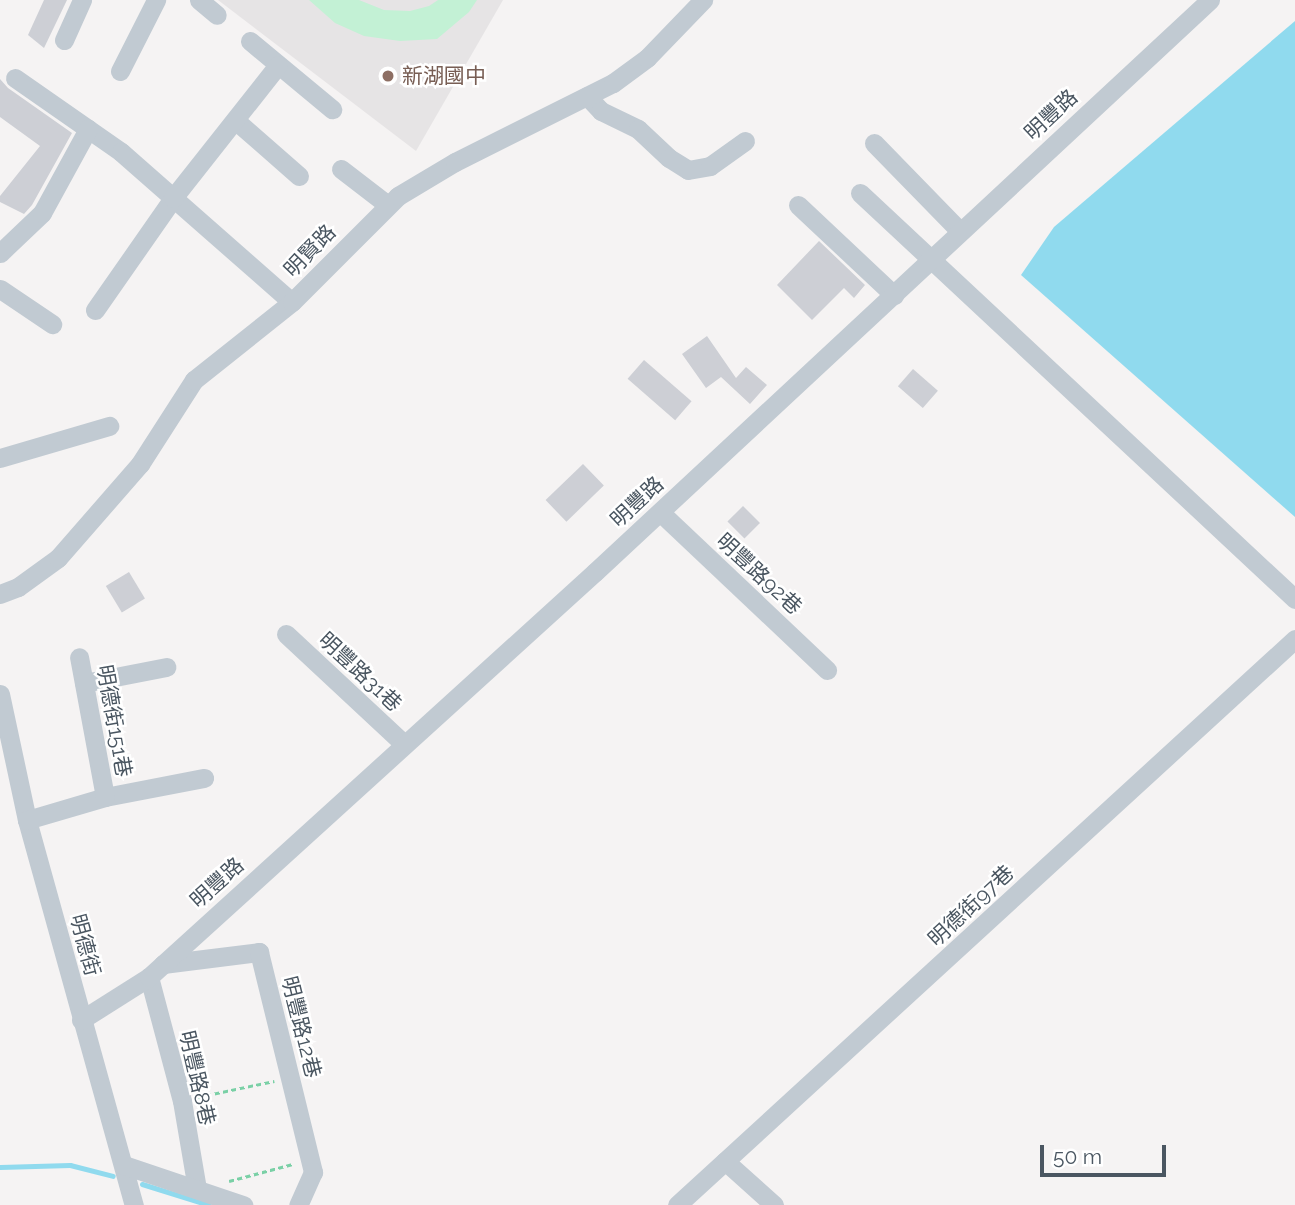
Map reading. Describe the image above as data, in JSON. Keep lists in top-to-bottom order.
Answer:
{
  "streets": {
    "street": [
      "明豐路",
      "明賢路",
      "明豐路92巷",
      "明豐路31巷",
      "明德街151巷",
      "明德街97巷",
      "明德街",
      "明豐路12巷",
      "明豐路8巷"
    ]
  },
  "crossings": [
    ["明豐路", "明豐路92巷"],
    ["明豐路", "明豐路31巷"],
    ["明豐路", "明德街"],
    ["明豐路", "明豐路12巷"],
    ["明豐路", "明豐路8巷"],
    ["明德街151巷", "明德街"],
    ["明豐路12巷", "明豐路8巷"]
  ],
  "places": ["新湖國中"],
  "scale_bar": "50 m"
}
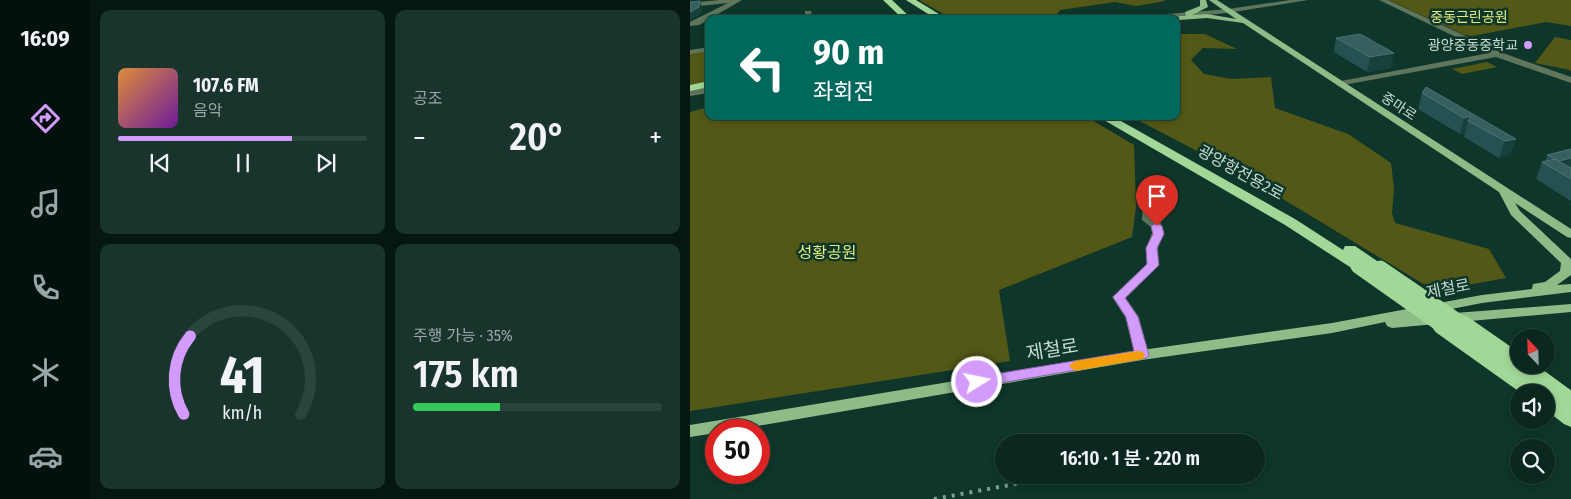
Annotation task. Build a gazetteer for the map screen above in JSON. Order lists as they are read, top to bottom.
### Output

:::::

Task description -> Set down, word for word, only the lines running from the line with "Annotation task. Build" to the last line of the listing above. Both of those lines belong in your answer.

Answer box ->
Annotation task. Build a gazetteer for the map screen above in JSON. Order lists as they are read, top to bottom.
### Output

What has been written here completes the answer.